La importancia del vínculo familiar y sus raíces es el tema central del relato, apoyado en la figura de la abuela que siente presenciar sus últimos días y en unas rencillas familiares que permanecen hundidas en lo profundo pero que aún así no son razón suficiente como para no considerar el vínculo como algo sagrado.

El mundo real por tanto remite al cine de Yasujiro Ozu, nada menos, y en sus secuencias puede encontrarse tanto el universo intimista del cineasta japonés como el humor constante y el tono entrañable siempre presente en el cine de Hosoda, cuyo poder para identificar al espectador con sus personajes ayuda a sentir la familia como nuestra propia.

Y por su parte, el mundo virtual bien puede inscribirse con letras de oro en la historia de las mejores películas futuristas y del cine de acción. Su estética plantea su paralelismo con la realidad y las personas que lo utilizan pero también el sentimiento utópico y la vacuidad de un espejismo informático que no puede funcionar sin la buena voluntad del ser humano.

Yasujiro Ozu y Satoshi Kon en la misma película, referentes imposibles unidos en una sola historia. Cine costumbrista y cine del futuro aliados. El pasado, que lucha para que sus ideales no caigan en el olvido, y un futuro que se ha construido a sí mismo bajo la ausencia de valores humanos, se unen aquí para construir quizás la epopeya definitiva de nuestro presente.

Summer Wars por tanto reivindica la humanidad en un mundo tecnificado, el encanto del encuentro personal contra las relaciones virtuales del presente. Hablamos de una obra maestra cuando la épica del discurso no ahoga nunca ninguna de las historias íntimas, y en tanto que ambos mundos confluyen perfectamente en armoniosa unidad.

En medio de batallas virtuales, de mundos imaginarios, de avatares personalizados, de perfección visual y estética en una red social casi perfecta, Hosoda posa la mirada sobre los juegos de mesa que mantienen unida la familia, sobre las bromas y los gestos de unión, sobre esos detalles que acaban formando a la persona y construyendo sus ideales tanto como sus recuerdos.

El director se empeña en querer recordar que lo importante en ese universo tecnificado deben seguir siendo las personas, y no la propia tecnología.

La música de Akihiko Matsumoto es otro milagro.
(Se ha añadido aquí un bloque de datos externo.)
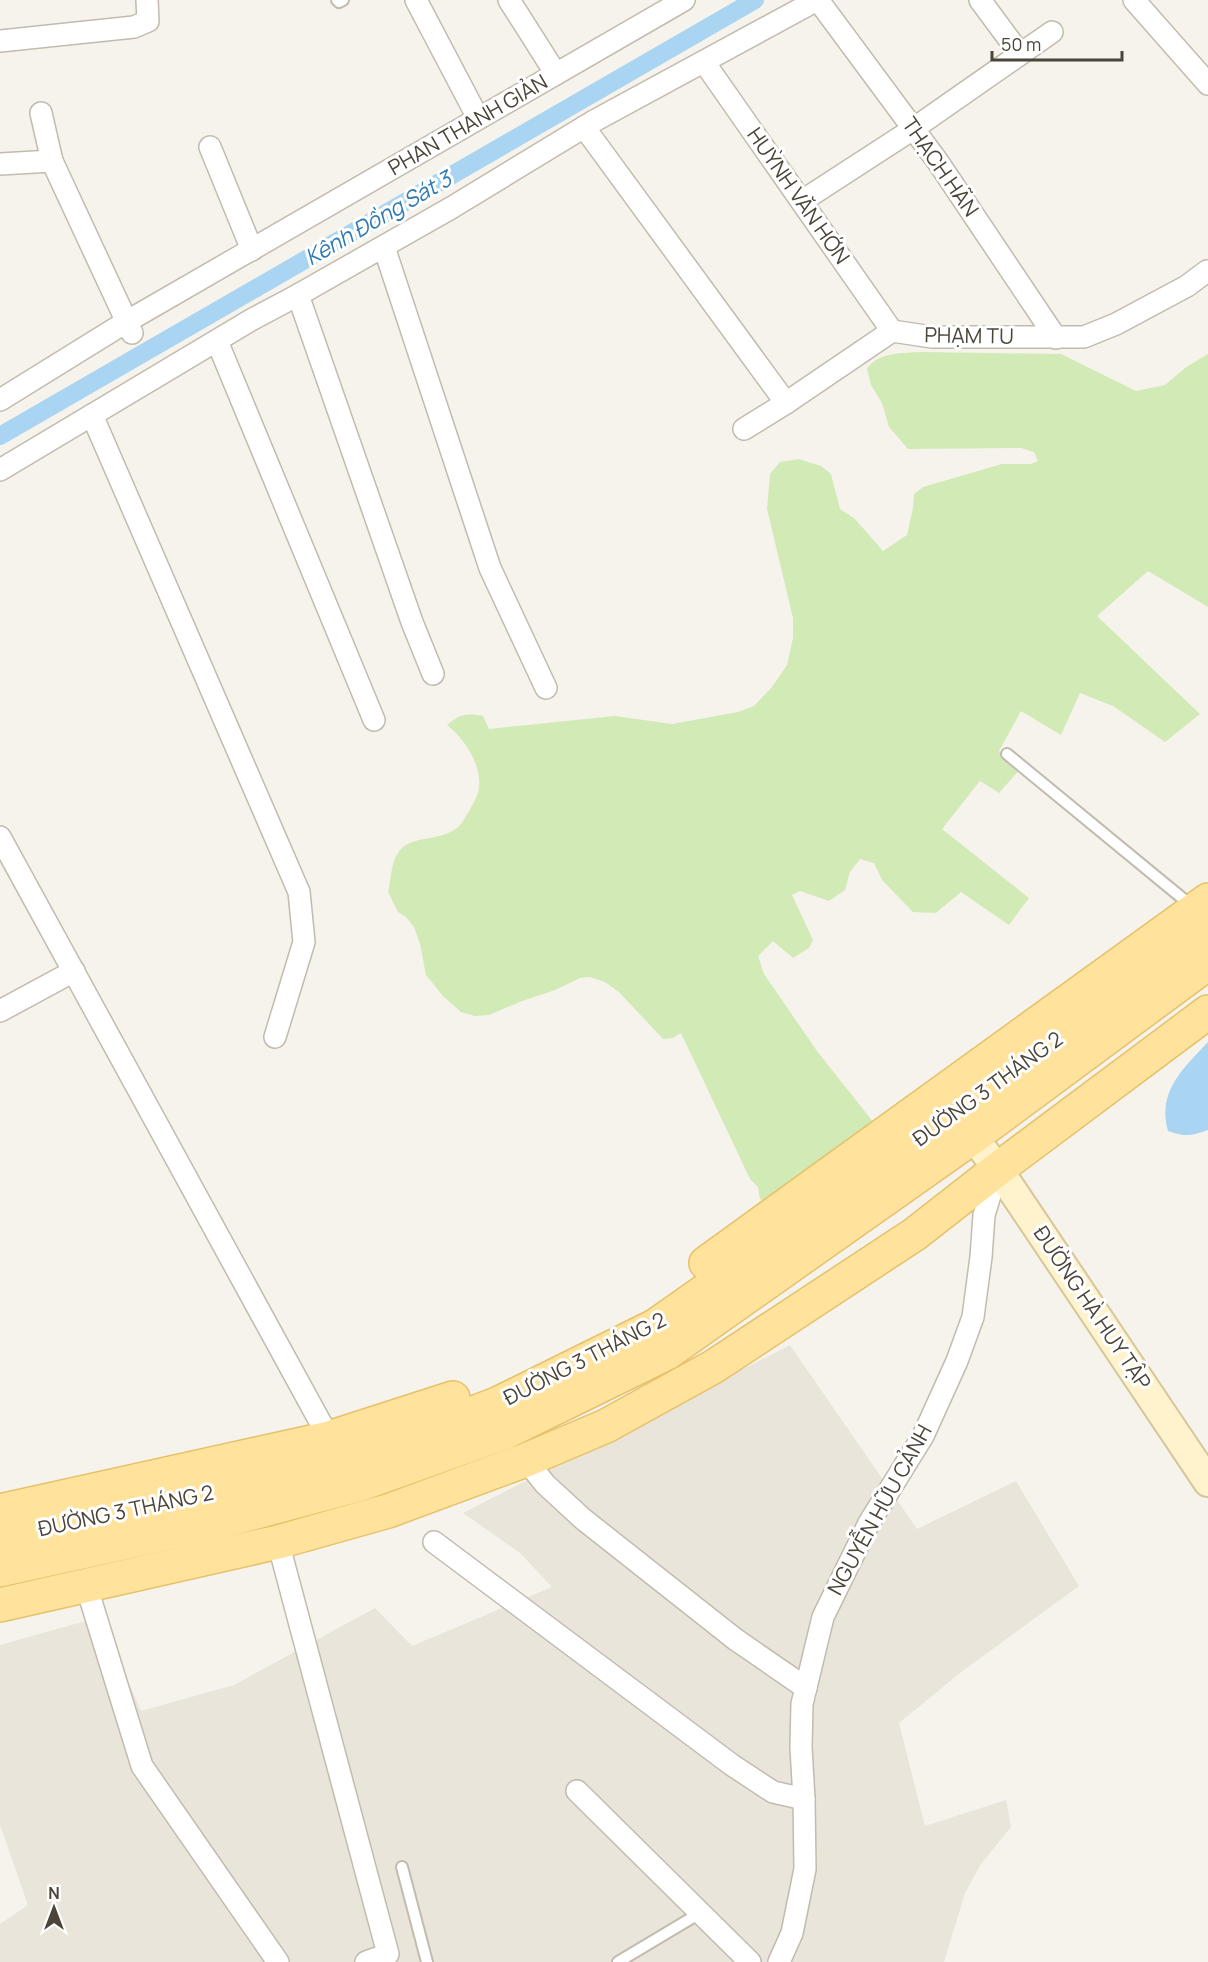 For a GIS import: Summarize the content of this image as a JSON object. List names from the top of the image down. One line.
{"streets":{"main road":["ĐƯỜNG 3 THÁNG 2"],"street":["PHAN THANH GIẢN","THẠCH HÃN","HUỲNH VĂN HỚN","PHẠM TU","ĐƯỜNG HÀ HUY TẬP","NGUYỄN HỮU CẢNH"]},"crossings":[["THẠCH HÃN","PHẠM TU"],["HUỲNH VĂN HỚN","PHẠM TU"],["ĐƯỜNG 3 THÁNG 2","ĐƯỜNG HÀ HUY TẬP"],["ĐƯỜNG HÀ HUY TẬP","NGUYỄN HỮU CẢNH"]],"water":["Kênh Đồng Sát 3"],"scale_bar":"50 m","north":"top"}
Pocas películas sin un leitmotiv musical definido han conseguido amplificar el valor de su intensidad narrativa a través de un universo sonoro tan dispar. El riesgo y la constante inventiva de una banda sonora muy peculiar intensifican la sensación de encontrarnos frente a algo diferente, frente a una película única en su género, frente a un verdadero acontecimiento.
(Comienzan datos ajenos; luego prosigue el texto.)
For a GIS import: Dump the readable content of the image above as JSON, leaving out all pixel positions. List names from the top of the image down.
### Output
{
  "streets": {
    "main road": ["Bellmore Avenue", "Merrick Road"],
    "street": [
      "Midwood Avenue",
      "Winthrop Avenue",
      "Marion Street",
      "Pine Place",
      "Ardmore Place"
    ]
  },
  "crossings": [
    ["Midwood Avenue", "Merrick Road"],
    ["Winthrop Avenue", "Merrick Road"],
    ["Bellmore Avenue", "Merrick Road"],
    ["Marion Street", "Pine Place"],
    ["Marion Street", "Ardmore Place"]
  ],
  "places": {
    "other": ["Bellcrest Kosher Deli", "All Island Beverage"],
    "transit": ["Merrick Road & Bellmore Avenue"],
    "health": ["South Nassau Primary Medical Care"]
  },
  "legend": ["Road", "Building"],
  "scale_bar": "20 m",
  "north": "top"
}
No sorprende que cada uno de sus personajes resulte atractivo, que la lucha contra el virus del mundo virtual sea emocionante, ni que el amor surja de encontrar la confluencia de los ideales personales y no de la atracción física. Lo que sorprende en Mamoru Hosoda es el enorme salto que ha dado su cine de un título a otro.

Si La chica que saltaba a través del tiempo era una obra de arte por retratar aquel tímido universo femenino de la adolescencia con tanta delicadeza y pureza narrativa, Summer Wars tiene el sabor de la arquitectura narrativa más grande jamás construida. Lo más hermoso de todo es encontrar que incluso en ella los sentimientos siguen siendo lo más importante.